Nevertheless, i was besieged by advice from my advisers with reasons why I should NOT buy this flat now.

But first, i should report what the estate agent said.

This flat was an Art Deco development with panoramic views over London. True, because although we are on the ground floor, we can see, as Janet noticed when we first went there, that you can acually see the Obelisk.

What I noticed when we first visited is that looming much larger in the near view is the Royal Free Hospital, which is one of the ugliiest modern buildings in the whole of Lonodn. (Although it’s medical care is far above average in the NHS.).

But the avalanche of negative comment I got from the professionals when we put in our offer did not mention the ugliness of the Royal Free, looming large in the foreground of our ‘panoramic’ views over London.

It came from other objections.

First, my surveyor, who told me over the telephone, it is a brick box near an electricity sub-station. To interpret. Our new flat does not have the high ceilings of the Victorian house we lived in around here for 39 years. And, the electricity sub-station, while not a healthy risk, might deter some purchasers.

Next my lawyer, who informed me, along with many queries about the complicated long lease, that my intended property was adjacent to the North London Railway, which might well deter some purchasers. He was quite right, but there are also some people like myself, and, Michael Palin, who actually like living near to railway lines.

The Palin’s and us bought our first small houses around here in 1967 in Oak Village. Michael is still there, having coped with the expansion of his family and his increasing riches, by buying two adjoining houses in Oak Villiage. We moved in 1976 a few hundred yards to a bigger Victorian house on the other side of the Mansfield Road.

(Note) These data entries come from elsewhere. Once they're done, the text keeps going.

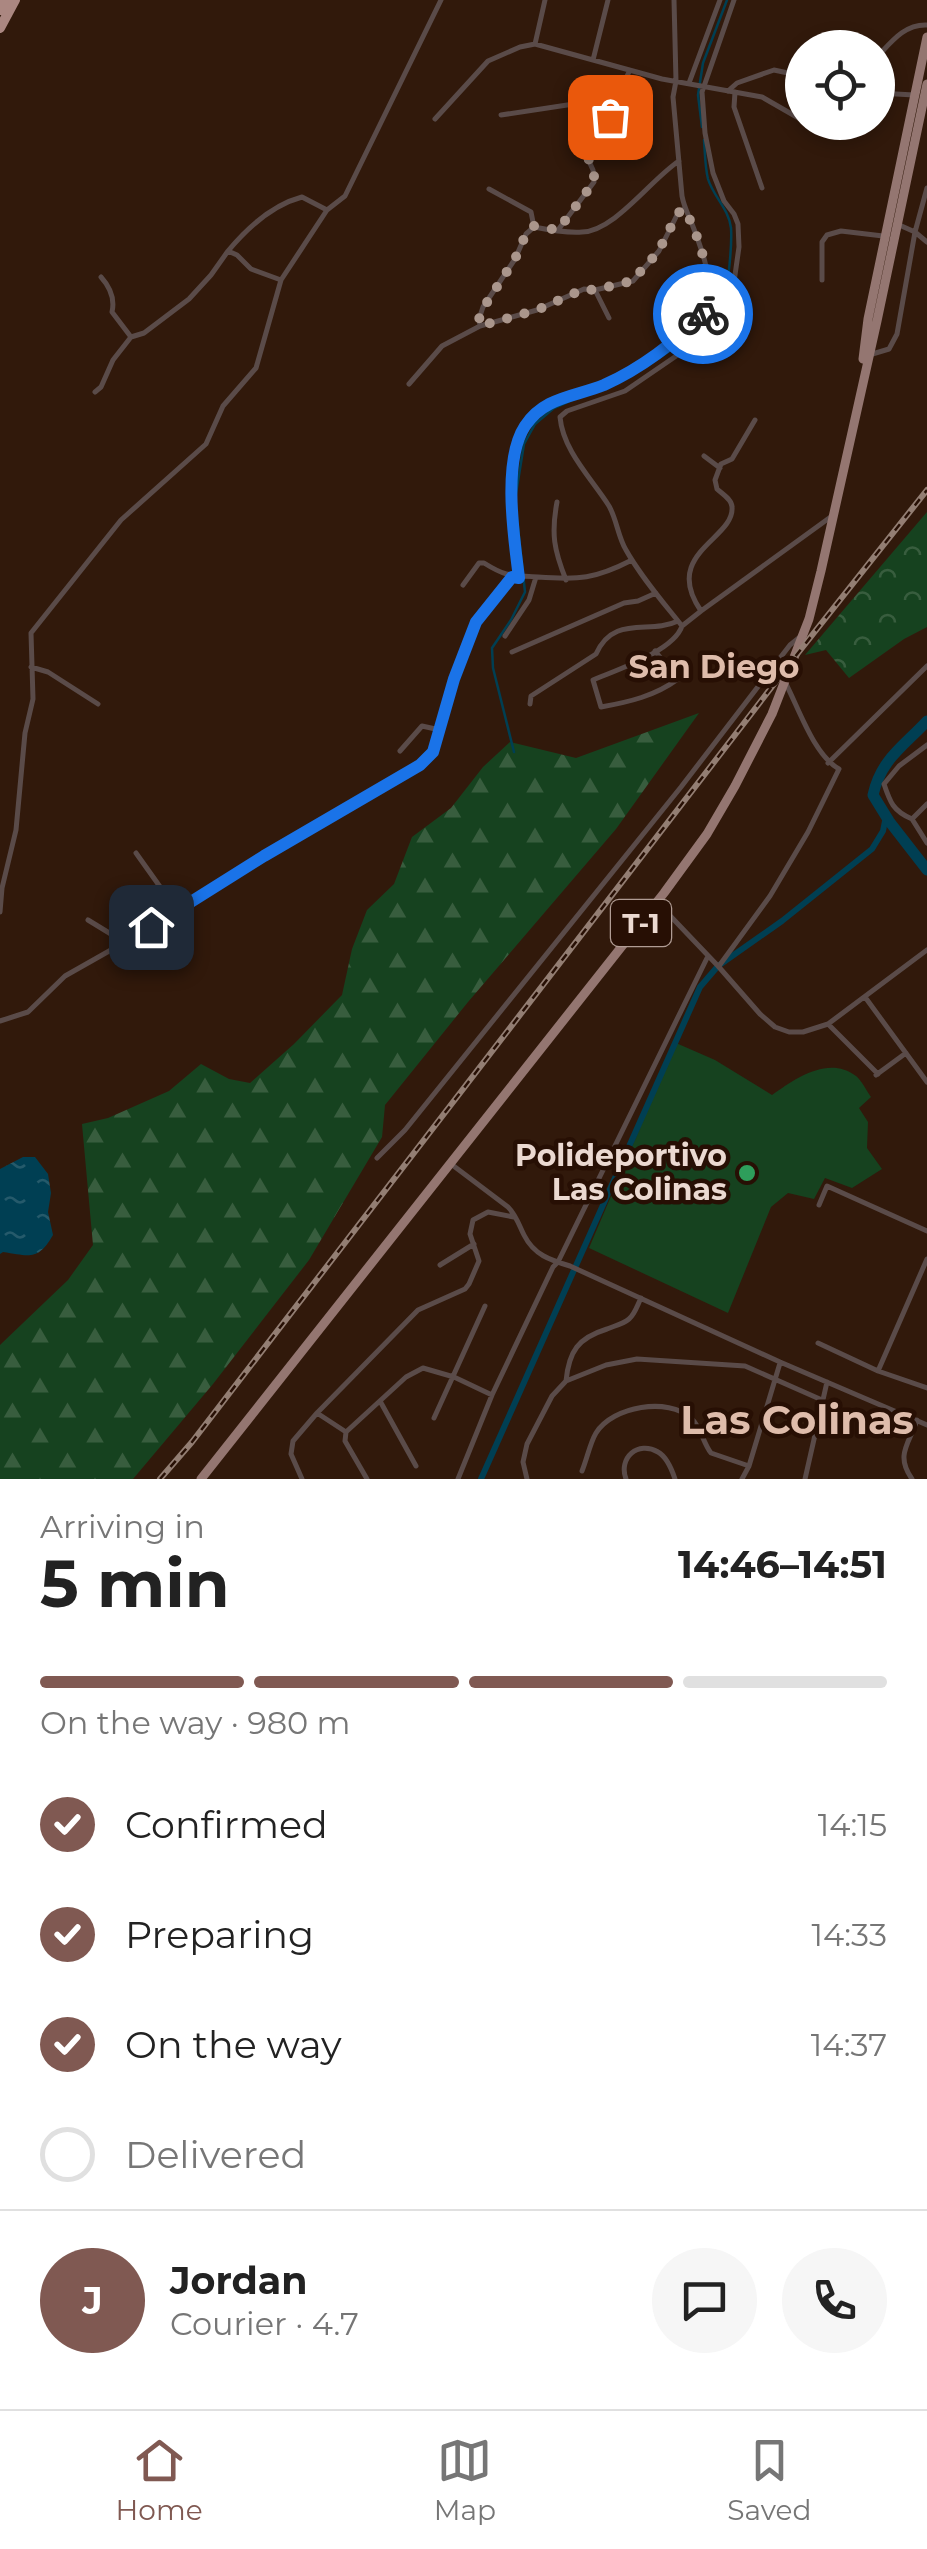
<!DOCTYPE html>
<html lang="en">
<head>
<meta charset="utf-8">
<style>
  :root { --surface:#fff; --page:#f6f6f6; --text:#222; --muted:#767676; --line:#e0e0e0; --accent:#805952 }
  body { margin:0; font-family:Montserrat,sans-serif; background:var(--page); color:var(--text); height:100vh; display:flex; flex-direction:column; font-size:38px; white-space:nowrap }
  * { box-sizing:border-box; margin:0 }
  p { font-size:32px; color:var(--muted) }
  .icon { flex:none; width:55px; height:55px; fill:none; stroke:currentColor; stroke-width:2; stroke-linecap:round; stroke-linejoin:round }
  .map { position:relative; height:1479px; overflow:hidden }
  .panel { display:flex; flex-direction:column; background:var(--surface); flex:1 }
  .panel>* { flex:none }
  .buttons { position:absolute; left:785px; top:30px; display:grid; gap:20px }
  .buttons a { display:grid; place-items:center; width:110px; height:110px; border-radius:50%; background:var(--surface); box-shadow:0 5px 15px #0003; font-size:50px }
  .pin { position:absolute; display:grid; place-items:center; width:85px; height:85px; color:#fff; margin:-42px; border-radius:20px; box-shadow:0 5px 15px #0006 }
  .courier { position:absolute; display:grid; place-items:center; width:100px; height:100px; margin:-50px; border:8px solid #1a73e8; border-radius:50%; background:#fff; color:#222; box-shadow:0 2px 12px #0007 }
  .summary em { font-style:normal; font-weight:700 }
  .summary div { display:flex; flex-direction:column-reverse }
  .summary { display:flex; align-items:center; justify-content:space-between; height:170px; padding:0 40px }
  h1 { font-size:65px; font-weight:700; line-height:75px }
  .bar { display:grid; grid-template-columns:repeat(4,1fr); gap:15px 10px; align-content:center; height:120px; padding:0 40px }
  .bar i { height:12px; border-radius:8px; background:var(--line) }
  .bar .active { background:var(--accent) }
  .bar p { grid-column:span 4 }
  .line { display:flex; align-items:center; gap:25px; padding:0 40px; border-top:2px solid var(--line) }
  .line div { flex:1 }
  .round { display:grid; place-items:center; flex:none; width:105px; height:105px; border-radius:52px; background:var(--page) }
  ol { padding:0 40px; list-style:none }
  li { display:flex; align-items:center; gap:30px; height:110px }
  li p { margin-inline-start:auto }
  li .icon { padding:10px; border-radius:50%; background:var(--accent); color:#fff; stroke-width:4 }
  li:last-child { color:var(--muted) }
  li i { width:55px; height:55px; border:5px solid var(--line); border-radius:50% }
  .menu { display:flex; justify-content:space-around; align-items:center; height:140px; border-top:2px solid var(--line); background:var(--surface); font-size:28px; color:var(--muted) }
  .menu a { display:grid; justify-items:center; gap:5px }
  .menu .active { color:var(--accent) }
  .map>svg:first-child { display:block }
</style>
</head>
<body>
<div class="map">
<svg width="927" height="1479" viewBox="0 0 927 1479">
  <defs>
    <pattern id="forest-firs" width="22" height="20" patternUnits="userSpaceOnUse" patternTransform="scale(2.5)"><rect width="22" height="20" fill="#16421f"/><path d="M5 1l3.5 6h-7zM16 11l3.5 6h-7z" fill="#385d3e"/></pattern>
    <pattern id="park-crowns" width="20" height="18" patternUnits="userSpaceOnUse" patternTransform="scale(2.5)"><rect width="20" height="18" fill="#16421f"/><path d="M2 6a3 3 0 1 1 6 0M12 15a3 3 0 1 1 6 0" fill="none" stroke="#385d3e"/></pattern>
    <pattern id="water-ripples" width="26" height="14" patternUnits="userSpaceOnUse" patternTransform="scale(2.5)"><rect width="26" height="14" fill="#003f53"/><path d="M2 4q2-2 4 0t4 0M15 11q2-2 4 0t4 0" fill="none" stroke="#255a6b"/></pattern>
  </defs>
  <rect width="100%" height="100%" fill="#31190b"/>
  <path fill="url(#forest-firs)" d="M 699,713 L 616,829 L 468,1002 L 385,1105 L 382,1137 L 309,1260 L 213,1384 L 133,1479 L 0,1479 L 0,1345 L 68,1280 L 93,1245 L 82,1124 L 108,1118 L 169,1091 L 201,1064 L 229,1079 L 250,1083 L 294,1044 L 342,995 L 352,949 L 367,910 L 394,884 L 412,837 L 451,808 L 483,767 L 510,742 L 576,758 Z"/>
  <path fill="url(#park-crowns)" d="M 927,512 L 927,627 L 904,639 L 849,678 L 826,650 L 805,655 Z"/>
  <path fill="#16421f" d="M 676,1043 L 715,1060 L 772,1095 C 795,1079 828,1055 856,1076 C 862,1081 866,1090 871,1097 L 859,1108 L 868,1122 L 867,1148 L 882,1169 L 852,1188 L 825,1178 L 814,1199 L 788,1193 L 771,1207 L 728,1313 L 589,1248 Z"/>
  <path fill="url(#water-ripples)" d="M 23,1157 L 35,1157 L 48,1174 L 51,1193 L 48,1212 L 53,1235 C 38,1261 30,1256 3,1252 L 0,1254 L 0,1169 Z"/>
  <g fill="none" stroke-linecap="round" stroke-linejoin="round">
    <path stroke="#003f53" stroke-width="2.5" d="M 702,127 L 698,95 L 703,63 L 727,0
      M 607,386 C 638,375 710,329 723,298 C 729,284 732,243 731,228 C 729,209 713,196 708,179 C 705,167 705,153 704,140
      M 514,752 L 493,668 L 492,648 L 511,620 L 525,592 L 515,500 L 524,444 L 535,424 L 554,408 L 590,392"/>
    <path stroke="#003f53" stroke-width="6" d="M 481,1479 L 700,987 L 718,966 L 782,921 L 872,849 L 883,831 L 886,816"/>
    <path stroke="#003f53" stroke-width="11" d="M 927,721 C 903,747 881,759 873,795 L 889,821 L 927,870"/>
    <path stroke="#5a4b49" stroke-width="5" d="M 535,44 L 545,0
      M 878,56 C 892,41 905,24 927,25
      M 593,60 L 608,0
      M 689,83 L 720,0
      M 728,91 L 737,83 L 774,70 L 802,76
      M 735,92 L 734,107 L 762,188
      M 878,93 L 914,95
      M 611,113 L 639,151
      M 501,115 L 600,100 L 620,90 L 629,72
      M 435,119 L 488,61 L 520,47 L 535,44 L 662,79 L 762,97 L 802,120
      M 489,189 L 531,212 L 534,227
      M 897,224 L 915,232 L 927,242
      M 534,227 C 549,230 567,233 582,232 C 615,231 651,179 679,161
      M 558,230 L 594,182 L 593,170 L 583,148 L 610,117 L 609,96
      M 228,251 C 248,227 272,205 302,197 L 327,210
      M 101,277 C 110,287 115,299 112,312 L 131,337
      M 822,280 L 822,242 L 827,235 L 841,231 L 883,236
      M 595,290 L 609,318
      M 480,326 L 479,319 L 483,307 L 515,259 L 526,234 L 534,227
      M 869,355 L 889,349 L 897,334 L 915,232 L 927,188
      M 409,384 L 442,346 L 480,326 L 537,310 L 584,289 L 595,290 L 633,281 L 659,251 L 678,213 L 684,209
      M 95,392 L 101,387 L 113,360 L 131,337 L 144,333 L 189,299 L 211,275 L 228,251 L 237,255 L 251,269 L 281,280
      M 755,420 L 732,459 L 721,464 L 715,480 L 717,489 C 722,494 732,499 732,507 C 735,539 661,553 701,611 L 832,516
      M 704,456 L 720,468
      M 557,502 C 551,534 554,550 566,580
      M 519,578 C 513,531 504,478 522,433 C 536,397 575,397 605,384 C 627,374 709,323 710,299 C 711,275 701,247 692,224 C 688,214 684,207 682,196 L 673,97 L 676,81 L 674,0
      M 463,585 L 479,563 L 484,563 C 508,578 512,575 538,577 C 579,580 595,579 632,560
      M 701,611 L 682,626 C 663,602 641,577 626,550 C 618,537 617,520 609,506 C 592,479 563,451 560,417 L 567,411 L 625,391 L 682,352 L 705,335 L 722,317 L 732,296 L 739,247 L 738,224 L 734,214 L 724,201 L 713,173 L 705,133 L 702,92 L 734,0
      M 505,636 L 529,600 L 536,577
      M 655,651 L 678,679 C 655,696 629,702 601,707 L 593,680 C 616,670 674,651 682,626
      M 512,652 L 624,603 L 638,601 L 656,593
      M 31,667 L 48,672 L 98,704
      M 530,704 L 531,696 L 596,654 C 614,614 649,635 678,621
      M 400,751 L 422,726 L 440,730
      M 828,763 L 927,666
      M 927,804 L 912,819 L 927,843
      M 912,819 C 893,811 890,802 884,784 L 899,766 L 927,745
      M 136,853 L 178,912
      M 657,902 L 718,966 L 760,1014 L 775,1027 L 789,1032 L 803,1032 L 828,1024 L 927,950
      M 0,912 L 2,888 L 16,830 L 25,733 L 33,699 L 31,633 L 121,520 L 206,444 L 223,406 L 256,368 L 281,280 L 327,210 L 345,196 L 441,0
      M 88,920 L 124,942
      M 719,966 L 770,896 L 808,832 L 839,769 C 814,755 799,709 786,684
      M 865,997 L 927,1082
      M 0,1021 L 28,1012 L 65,976 L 178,912 L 264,856 L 420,765 L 433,753 L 454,679 L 476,622 L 512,577
      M 828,1024 L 878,1074
      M 876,1075 L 906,1053
      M 377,1158 L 405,1130 L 681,787 L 790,645 L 800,637
      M 451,1164 L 508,1207 C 516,1215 519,1225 524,1235 C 534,1255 550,1260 570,1266 L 780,1362 L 927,1425
      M 819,1205 L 827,1186 L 927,1231
      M 440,1265 L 474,1244
      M 818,1343 L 878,1371 L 927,1388
      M 878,1371 L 927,1259
      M 566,1381 C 569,1351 578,1338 607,1329 C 614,1326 623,1324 629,1319 C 635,1314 637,1306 641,1298
      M 380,1401 L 416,1466
      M 317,1413 L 346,1432 L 345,1441 L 367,1479
      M 434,1418 L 485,1306
      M 346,1432 L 406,1377 L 423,1368 L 454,1377 L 492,1395
      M 582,1471 C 587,1459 590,1443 596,1433 C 613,1406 668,1397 691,1418 C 701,1427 703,1443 711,1453 L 749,1466
      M 302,1479 L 291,1454 L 293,1441 L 317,1413 L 418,1310 L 465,1289 L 469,1284 L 479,1261 L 470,1234 L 473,1220 L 488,1212 L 514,1217
      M 458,1479 L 492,1395 L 553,1267 L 558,1262 L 708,956
      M 527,1479 L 523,1462 L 527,1444 L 552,1396 L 566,1381 L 606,1365 L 637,1359 L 745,1366 L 822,1400
      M 626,1479 C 618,1458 638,1440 658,1452 C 667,1457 672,1470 675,1479
      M 742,1479 L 749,1466 L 780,1363
      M 805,1479 L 827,1382
      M 912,1479 C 895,1455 909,1444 917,1420"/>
    <path stroke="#947671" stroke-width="9" d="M 863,359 L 868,319 L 927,37
      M 201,1479 L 664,893 L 707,834 L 735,786 L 772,714 L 809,619 L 821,571 L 877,321 L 927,84"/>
    <path stroke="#ab8781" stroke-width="10" d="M 0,10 L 5,0
      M 0,28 L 15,0"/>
    <defs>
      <path id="rail" d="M 160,1479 L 192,1442 L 794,658 L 927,490"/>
    </defs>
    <use href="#rail" stroke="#937e73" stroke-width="6"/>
    <use href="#rail" stroke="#270f04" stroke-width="2.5" stroke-dasharray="8" stroke-linecap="butt"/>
  </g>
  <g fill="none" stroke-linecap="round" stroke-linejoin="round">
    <path stroke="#aa968c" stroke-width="10" stroke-dasharray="0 18" d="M 610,117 L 583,148 L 594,170 L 594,182 L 558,230 L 534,226 L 526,234 L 515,259 L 484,307 L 479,319 L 480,326 L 537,310 L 584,289 L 595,290 L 632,281 L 658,252 L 678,213 L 684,209 C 697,229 719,294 703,314"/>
    <path stroke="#1a73e8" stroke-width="12" d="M 151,927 L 264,856 L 420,765 L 433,752 L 454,679 L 476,622 L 512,577 L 519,578 C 514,538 502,461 525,426 C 544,397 574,397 604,385 C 640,369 676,342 703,314"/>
  </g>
  <circle fill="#2e9e5b" stroke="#270f04" stroke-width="4" cx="747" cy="1173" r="10"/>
  <g text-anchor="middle" stroke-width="9" stroke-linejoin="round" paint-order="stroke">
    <rect fill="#270f04" stroke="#b09c94" stroke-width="2.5" x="611" y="900" width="60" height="46" rx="8"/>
    <g font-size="28" font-weight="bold" fill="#ebd9d1">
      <text x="641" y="933">T-1</text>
    </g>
    <g font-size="30" font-weight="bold" fill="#ebd9d1" stroke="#270f04" text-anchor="end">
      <text x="727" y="1166">Polideportivo<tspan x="727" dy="34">Las Colinas</tspan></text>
    </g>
    <g font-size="32" font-weight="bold" fill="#debcab" stroke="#270f04">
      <text x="714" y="678">San Diego</text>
    </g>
    <g font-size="40" font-weight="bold" fill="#debcab" stroke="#270f04">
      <text x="797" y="1434">Las Colinas</text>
    </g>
  </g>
</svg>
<div class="buttons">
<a><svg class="icon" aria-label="locate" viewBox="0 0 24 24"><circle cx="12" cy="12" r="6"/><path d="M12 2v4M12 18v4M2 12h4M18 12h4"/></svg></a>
</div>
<div class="pin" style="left:610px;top:117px;background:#ea580c"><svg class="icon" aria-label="bag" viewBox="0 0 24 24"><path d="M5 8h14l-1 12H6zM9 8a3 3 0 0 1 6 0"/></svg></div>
<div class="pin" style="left:151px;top:927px;background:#1f2937"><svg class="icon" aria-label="home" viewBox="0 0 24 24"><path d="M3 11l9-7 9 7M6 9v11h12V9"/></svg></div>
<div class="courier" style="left:703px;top:314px"><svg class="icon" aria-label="bike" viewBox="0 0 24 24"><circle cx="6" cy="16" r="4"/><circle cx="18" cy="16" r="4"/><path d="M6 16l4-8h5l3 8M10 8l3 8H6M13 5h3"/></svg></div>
</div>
<section class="panel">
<div class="summary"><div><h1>5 min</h1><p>Arriving in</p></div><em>14:46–14:51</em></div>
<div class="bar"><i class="active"></i><i class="active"></i><i class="active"></i><i></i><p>On the way · 980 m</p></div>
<ol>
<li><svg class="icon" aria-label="check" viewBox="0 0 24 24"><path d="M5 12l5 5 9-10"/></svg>Confirmed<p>14:15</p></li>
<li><svg class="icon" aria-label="check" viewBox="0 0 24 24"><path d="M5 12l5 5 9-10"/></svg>Preparing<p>14:33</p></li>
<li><svg class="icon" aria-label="check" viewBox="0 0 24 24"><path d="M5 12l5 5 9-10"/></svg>On the way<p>14:37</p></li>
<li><i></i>Delivered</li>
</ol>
<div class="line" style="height:180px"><b class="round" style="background:var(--accent);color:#fff">J</b><div><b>Jordan</b><p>Courier · 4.7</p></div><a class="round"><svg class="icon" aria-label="chat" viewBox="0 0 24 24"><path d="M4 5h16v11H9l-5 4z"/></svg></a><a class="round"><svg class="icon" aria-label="phone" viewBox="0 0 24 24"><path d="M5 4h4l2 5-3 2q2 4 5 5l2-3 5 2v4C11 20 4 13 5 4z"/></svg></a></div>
</section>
<nav class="menu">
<a class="active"><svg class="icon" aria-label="home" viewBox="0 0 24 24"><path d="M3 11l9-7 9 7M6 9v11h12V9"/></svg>Home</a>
<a><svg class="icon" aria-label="map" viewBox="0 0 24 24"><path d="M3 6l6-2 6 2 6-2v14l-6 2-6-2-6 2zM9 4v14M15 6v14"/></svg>Map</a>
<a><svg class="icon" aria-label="saved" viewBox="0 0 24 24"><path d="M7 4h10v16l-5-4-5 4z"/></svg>Saved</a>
</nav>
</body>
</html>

But my point is, that my lawyer is quite right to point out that some people will absolutely not want to live by a railway. But, it is equally true, that some people like it!

Finally, my financial adviser told me that i should consider the advantages of going on renting. His advice, I think, was sound. If i wait a year or two, it is likely that I could buy a flat like this more cheaply.

So I don’t think that we have made the best possible property investment by buying our new flat.

But buying a flat or a house in much more than property investment. It is buying a home.

We took possession yesterday in the worst possible conditions. It was pouring with rain. You could barely see the Royal Free Hospital, let alone the Obelisk.

So we had lunch at the Magala pub just down the road. Since we had driven up from Dorset to collect the keys, I wanted to order the full Enlish breakfast. The disk they provided was the 2008 equivalent. I protested, because i could not find the bacon.

But I was wrong. Because, as was pointed out to me, it was there. Not rashers of bacon, but tiny bits smaller than the old English farthing.

But, one of the reasons that I was happy with our new flat, is that I first visited the Magdala, in 1959, when i had a bedsit nearby. It did not serve any food in those days, but it had a healthy custom because, alllegly it had in the wall, a bullet fired from the gun of Ruth Ellis who was the last woman hanged in Britain for murder.

This was a fake. Although, Ruth Ellis did indeed shoot her lover outside the Magdala, the then-pub management faked the bullet hole. And for many years the media substantiated the myth.

But it was in 1959, and still is today, decent pub.

Which is perhaps one of the reasons that I have ignored all the nay-sayers who advised me to think again before i bought this flat.

So to bring this blog back from the personal to the political.

The current crisis requies not only than governments stake their money.

It requires that everyone who can afford it should spend.

Not listen to all the advice that tells them that if they hold off they can buy more chealyl than today.